[Start of Attachment]
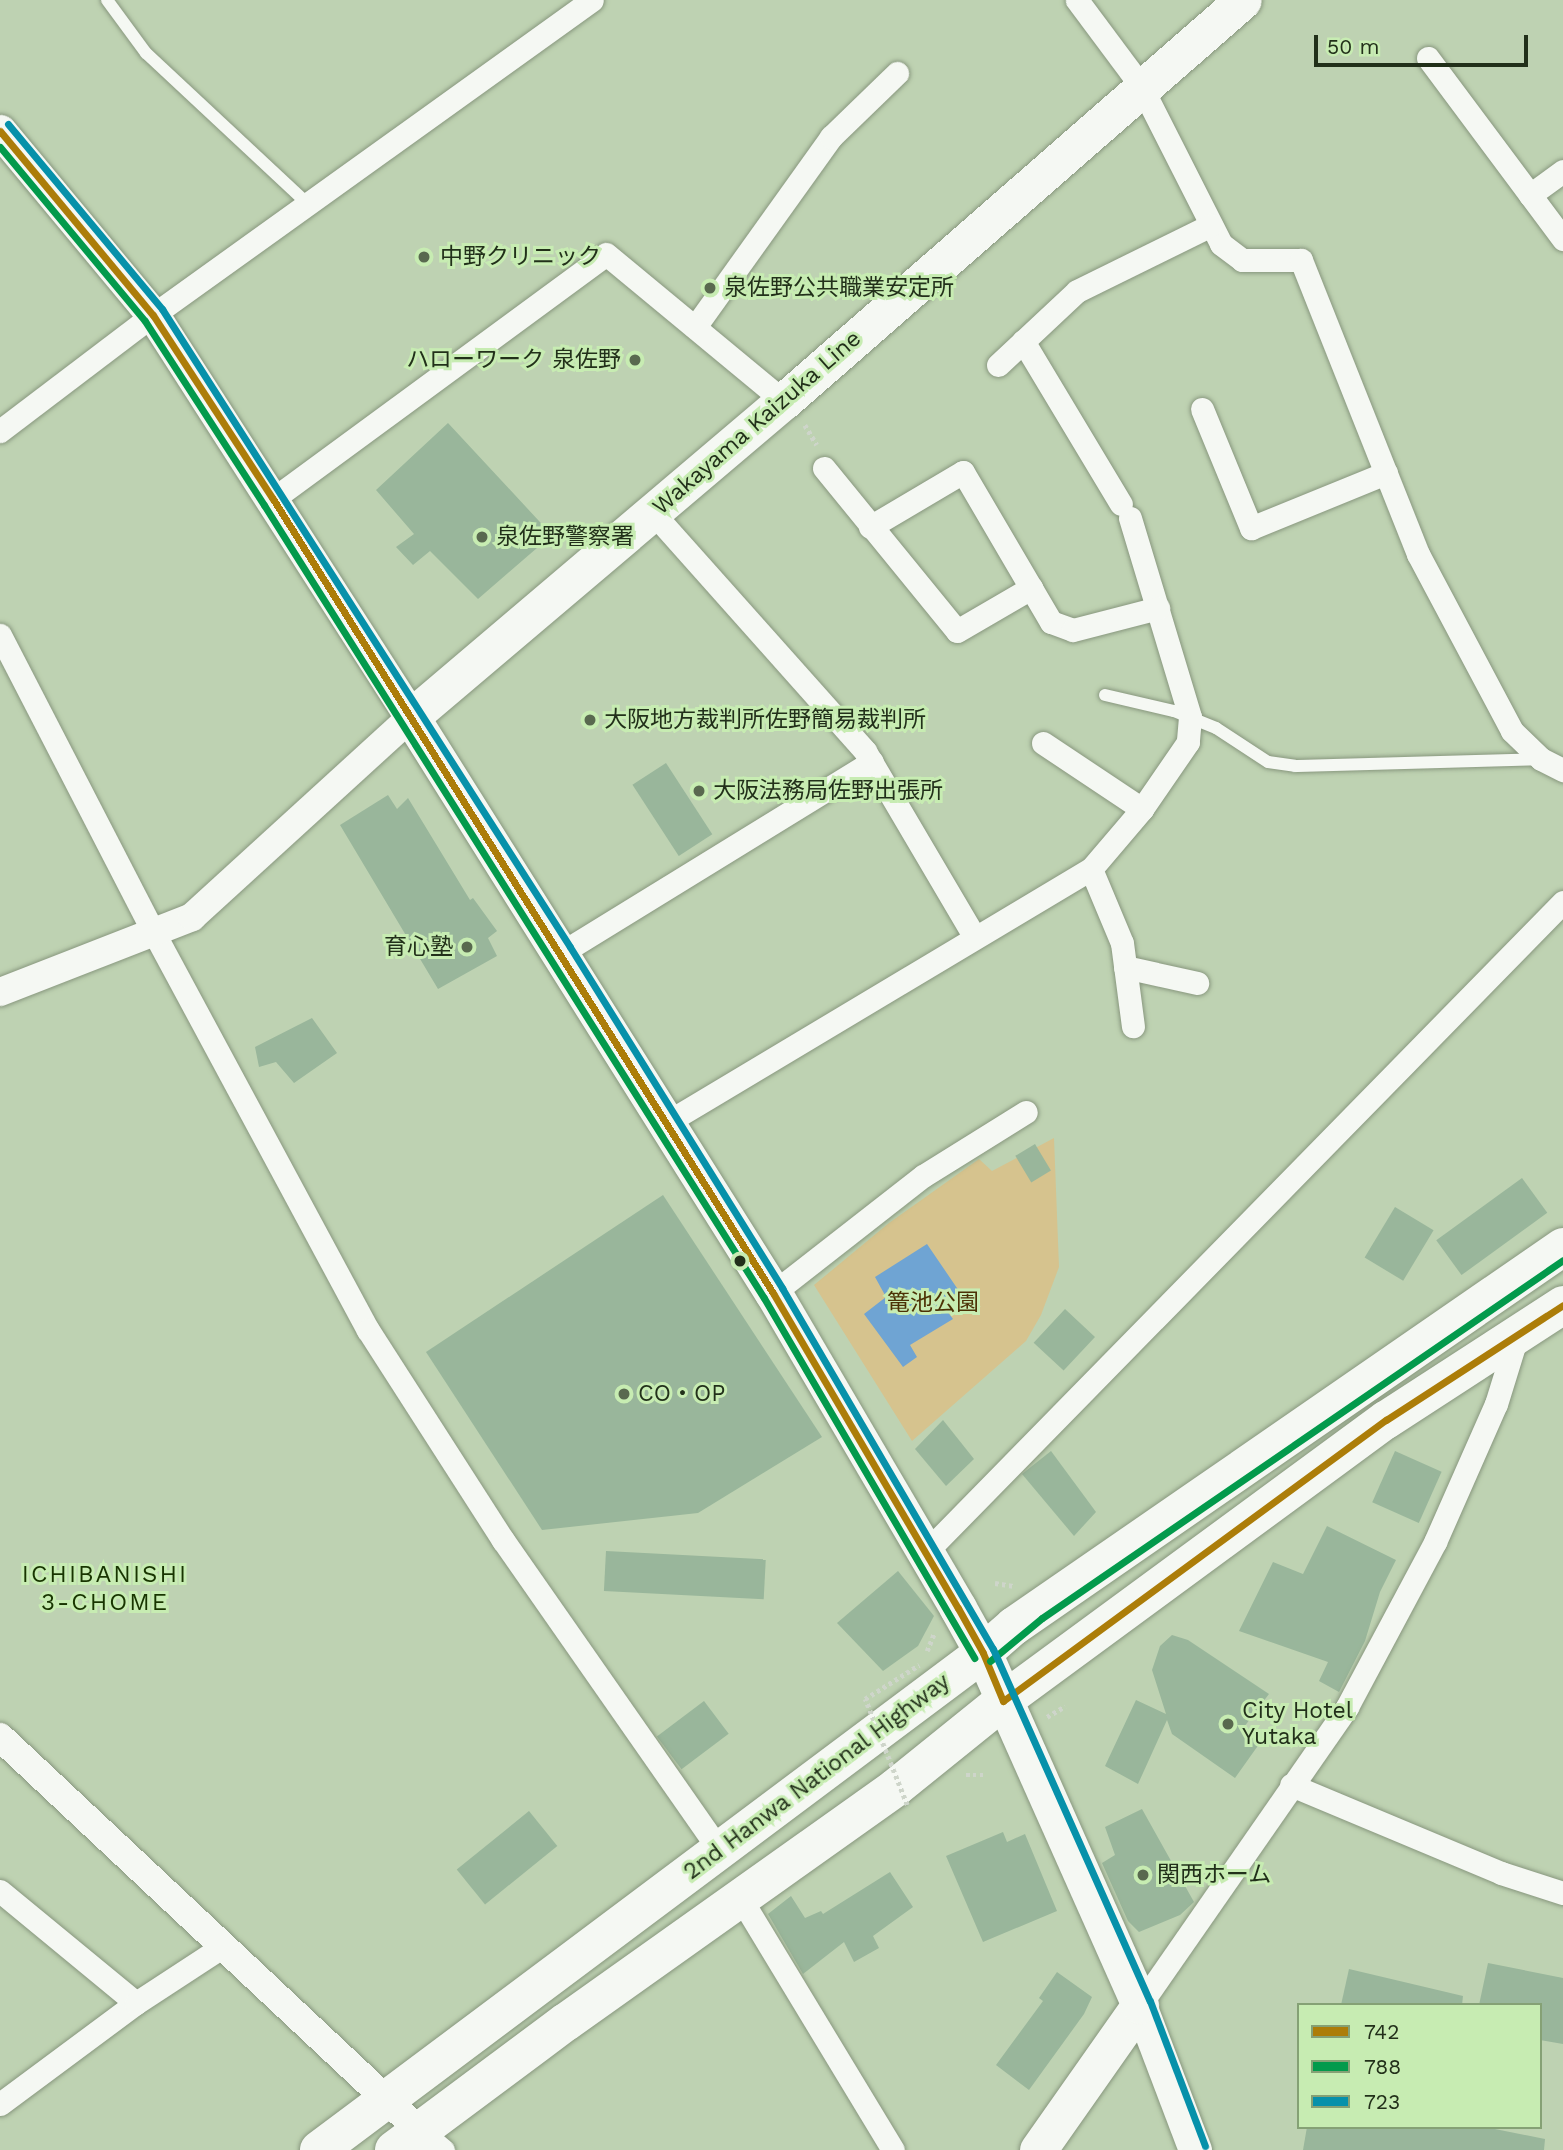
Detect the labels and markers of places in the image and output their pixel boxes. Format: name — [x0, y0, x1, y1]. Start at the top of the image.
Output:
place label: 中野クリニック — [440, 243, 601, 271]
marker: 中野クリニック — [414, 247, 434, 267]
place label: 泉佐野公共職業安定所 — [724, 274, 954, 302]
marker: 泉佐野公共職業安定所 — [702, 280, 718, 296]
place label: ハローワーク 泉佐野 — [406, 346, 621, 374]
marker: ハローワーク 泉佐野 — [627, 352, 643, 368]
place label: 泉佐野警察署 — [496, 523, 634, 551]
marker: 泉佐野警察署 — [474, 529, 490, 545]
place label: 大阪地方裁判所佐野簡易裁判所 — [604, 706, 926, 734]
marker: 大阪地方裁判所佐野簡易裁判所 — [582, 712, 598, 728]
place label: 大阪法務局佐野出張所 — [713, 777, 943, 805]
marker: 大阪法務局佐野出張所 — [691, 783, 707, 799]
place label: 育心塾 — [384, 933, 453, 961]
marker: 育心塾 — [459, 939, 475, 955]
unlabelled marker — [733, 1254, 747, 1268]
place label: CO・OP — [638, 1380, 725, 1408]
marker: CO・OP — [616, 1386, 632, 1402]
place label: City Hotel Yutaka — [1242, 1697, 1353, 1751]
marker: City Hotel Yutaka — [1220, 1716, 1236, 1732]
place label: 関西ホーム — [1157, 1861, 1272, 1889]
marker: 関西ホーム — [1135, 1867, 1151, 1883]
[End of Attachment]
WORK INSTRUCTIONS: The material should be duplicated word for word, with no images included.

TASK RESPONSE:
Detect the labels and markers of places in the image and output their pixel boxes. Format: name — [x0, y0, x1, y1]. Start at the top of the image.
Output:
place label: 中野クリニック — [440, 243, 601, 271]
marker: 中野クリニック — [414, 247, 434, 267]
place label: 泉佐野公共職業安定所 — [724, 274, 954, 302]
marker: 泉佐野公共職業安定所 — [702, 280, 718, 296]
place label: ハローワーク 泉佐野 — [406, 346, 621, 374]
marker: ハローワーク 泉佐野 — [627, 352, 643, 368]
place label: 泉佐野警察署 — [496, 523, 634, 551]
marker: 泉佐野警察署 — [474, 529, 490, 545]
place label: 大阪地方裁判所佐野簡易裁判所 — [604, 706, 926, 734]
marker: 大阪地方裁判所佐野簡易裁判所 — [582, 712, 598, 728]
place label: 大阪法務局佐野出張所 — [713, 777, 943, 805]
marker: 大阪法務局佐野出張所 — [691, 783, 707, 799]
place label: 育心塾 — [384, 933, 453, 961]
marker: 育心塾 — [459, 939, 475, 955]
unlabelled marker — [733, 1254, 747, 1268]
place label: CO・OP — [638, 1380, 725, 1408]
marker: CO・OP — [616, 1386, 632, 1402]
place label: City Hotel Yutaka — [1242, 1697, 1353, 1751]
marker: City Hotel Yutaka — [1220, 1716, 1236, 1732]
place label: 関西ホーム — [1157, 1861, 1272, 1889]
marker: 関西ホーム — [1135, 1867, 1151, 1883]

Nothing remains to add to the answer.